(Your instructions): Images do not belong in the copy. Retype all the entries below exactly.

**** Available data

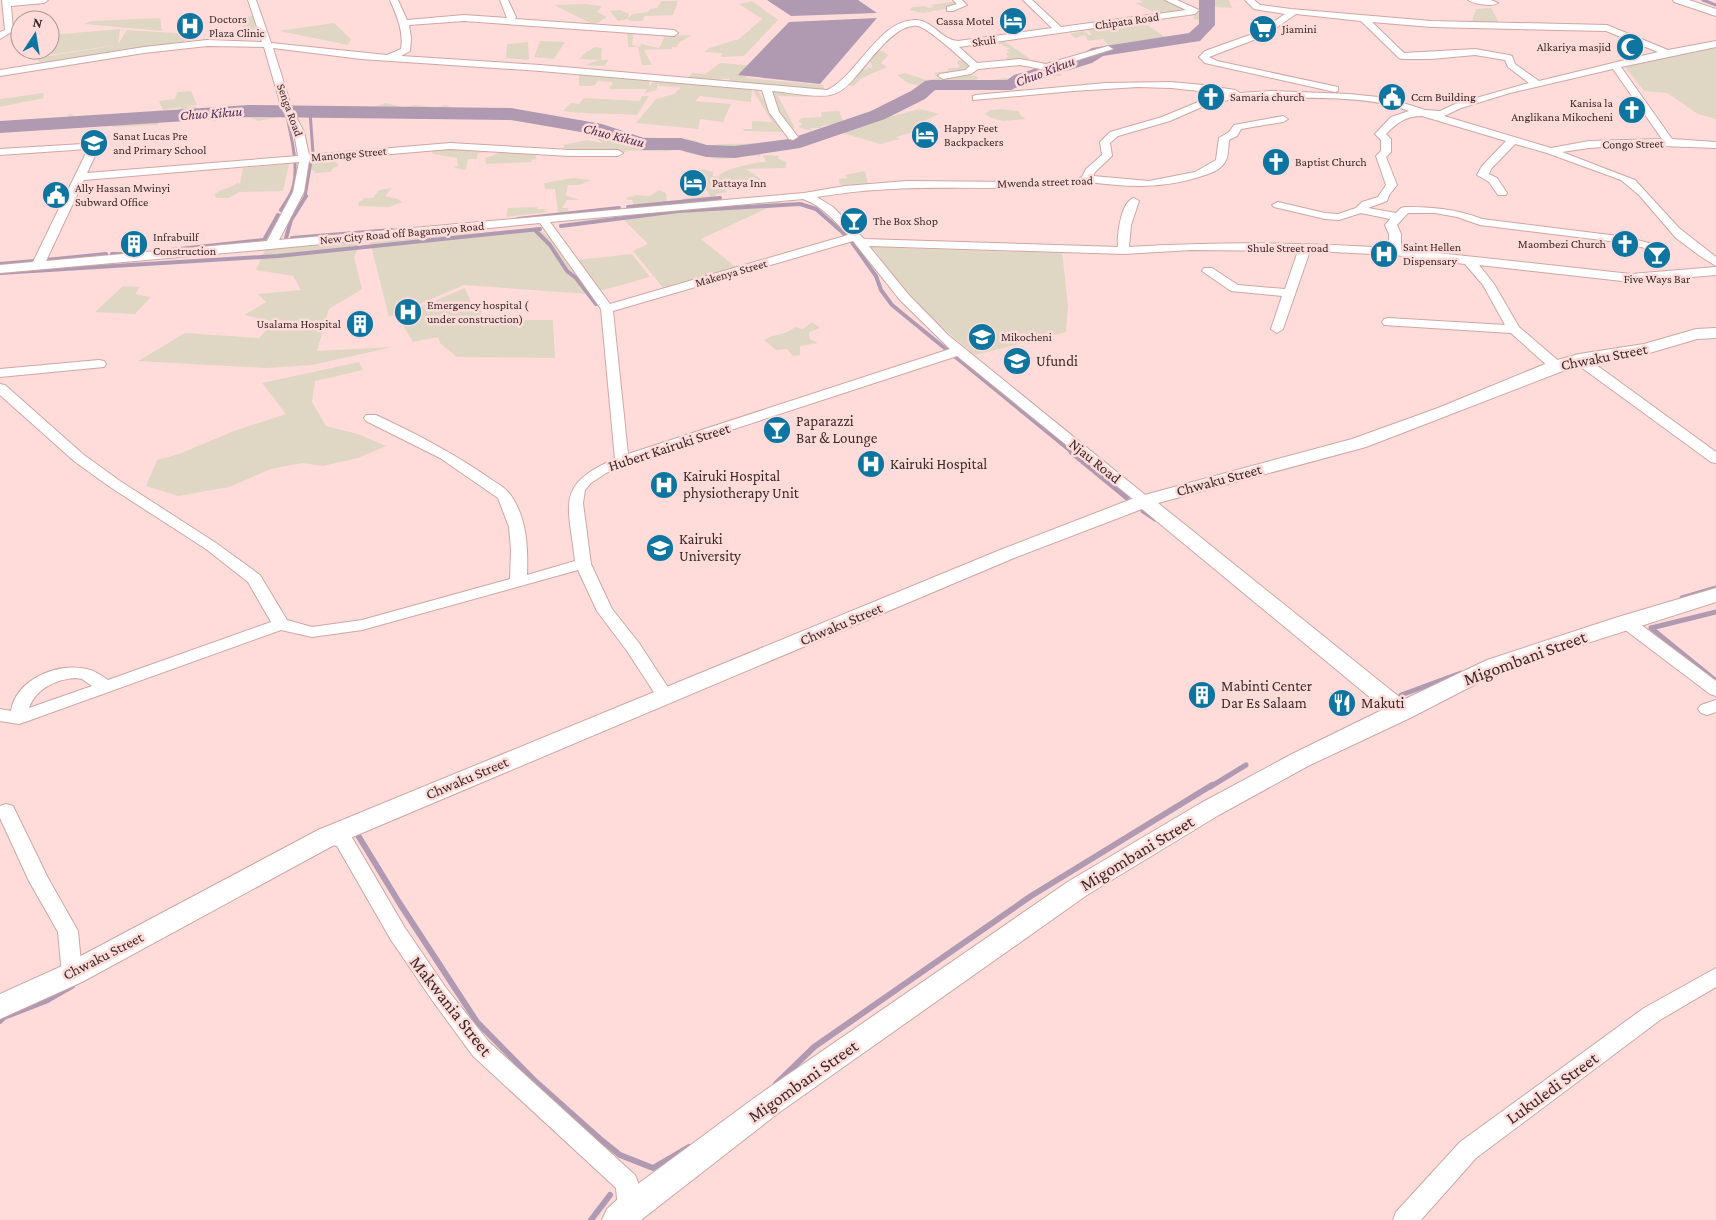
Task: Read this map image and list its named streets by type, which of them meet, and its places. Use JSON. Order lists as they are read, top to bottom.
{
  "streets": {
    "main road": ["Chwaku Street", "Njau Road", "Migombani Street"],
    "street": [
      "Chipata Road",
      "Skuli",
      "Senga Road",
      "Congo Street",
      "Manonge Street",
      "Mwenda street road",
      "New City Road off Bagamoyo Road",
      "Shule Street road",
      "Makenya Street",
      "Hubert Kairuki Street",
      "Makwania Street",
      "Lukuledi Street"
    ]
  },
  "crossings": [
    ["Chipata Road", "Skuli"],
    ["Senga Road", "Manonge Street"],
    ["Senga Road", "New City Road off Bagamoyo Road"],
    ["Mwenda street road", "New City Road off Bagamoyo Road"],
    ["Mwenda street road", "Njau Road"],
    ["New City Road off Bagamoyo Road", "Njau Road"],
    ["Shule Street road", "Makenya Street"],
    ["Shule Street road", "Njau Road"],
    ["Makenya Street", "Njau Road"],
    ["Chwaku Street", "Hubert Kairuki Street"],
    ["Chwaku Street", "Njau Road"],
    ["Chwaku Street", "Makwania Street"],
    ["Hubert Kairuki Street", "Njau Road"],
    ["Njau Road", "Migombani Street"],
    ["Migombani Street", "Makwania Street"]
  ],
  "water": ["Chuo Kikuu"],
  "places": {
    "hotel": ["Cassa Motel", "Happy Feet Backpackers", "Pattaya Inn"],
    "hospital": [
      "Doctors Plaza Clinic",
      "Saint Hellen Dispensary",
      "Emergency hospital ( under construction)",
      "Kairuki Hospital",
      "Kairuki Hospital physiotherapy Unit"
    ],
    "supermarket": ["Jiamini"],
    "mosque": ["Alkariya masjid"],
    "church": [
      "Samaria church",
      "Kanisa la Anglikana Mikocheni",
      "Baptist Church",
      "Maombezi Church"
    ],
    "public building": ["Ccm Building", "Ally Hassan Mwinyi Subward Office"],
    "school or university": [
      "Sanat Lucas Pre and Primary School",
      "Mikocheni",
      "Ufundi",
      "Kairuki University"
    ],
    "bar": ["The Box Shop", "Five Ways Bar", "Paparazzi Bar & Lounge"],
    "building": ["Infrabuilf Construction", "Usalama Hospital", "Mabinti Center Dar Es Salaam"],
    "restaurant": ["Makuti"]
  },
  "north": "top"
}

********

(Expected answer):
Task: Read this map image and list its named streets by type, which of them meet, and its places. Use JSON. Order lists as they are read, top to bottom.
{
  "streets": {
    "main road": ["Chwaku Street", "Njau Road", "Migombani Street"],
    "street": [
      "Chipata Road",
      "Skuli",
      "Senga Road",
      "Congo Street",
      "Manonge Street",
      "Mwenda street road",
      "New City Road off Bagamoyo Road",
      "Shule Street road",
      "Makenya Street",
      "Hubert Kairuki Street",
      "Makwania Street",
      "Lukuledi Street"
    ]
  },
  "crossings": [
    ["Chipata Road", "Skuli"],
    ["Senga Road", "Manonge Street"],
    ["Senga Road", "New City Road off Bagamoyo Road"],
    ["Mwenda street road", "New City Road off Bagamoyo Road"],
    ["Mwenda street road", "Njau Road"],
    ["New City Road off Bagamoyo Road", "Njau Road"],
    ["Shule Street road", "Makenya Street"],
    ["Shule Street road", "Njau Road"],
    ["Makenya Street", "Njau Road"],
    ["Chwaku Street", "Hubert Kairuki Street"],
    ["Chwaku Street", "Njau Road"],
    ["Chwaku Street", "Makwania Street"],
    ["Hubert Kairuki Street", "Njau Road"],
    ["Njau Road", "Migombani Street"],
    ["Migombani Street", "Makwania Street"]
  ],
  "water": ["Chuo Kikuu"],
  "places": {
    "hotel": ["Cassa Motel", "Happy Feet Backpackers", "Pattaya Inn"],
    "hospital": [
      "Doctors Plaza Clinic",
      "Saint Hellen Dispensary",
      "Emergency hospital ( under construction)",
      "Kairuki Hospital",
      "Kairuki Hospital physiotherapy Unit"
    ],
    "supermarket": ["Jiamini"],
    "mosque": ["Alkariya masjid"],
    "church": [
      "Samaria church",
      "Kanisa la Anglikana Mikocheni",
      "Baptist Church",
      "Maombezi Church"
    ],
    "public building": ["Ccm Building", "Ally Hassan Mwinyi Subward Office"],
    "school or university": [
      "Sanat Lucas Pre and Primary School",
      "Mikocheni",
      "Ufundi",
      "Kairuki University"
    ],
    "bar": ["The Box Shop", "Five Ways Bar", "Paparazzi Bar & Lounge"],
    "building": ["Infrabuilf Construction", "Usalama Hospital", "Mabinti Center Dar Es Salaam"],
    "restaurant": ["Makuti"]
  },
  "north": "top"
}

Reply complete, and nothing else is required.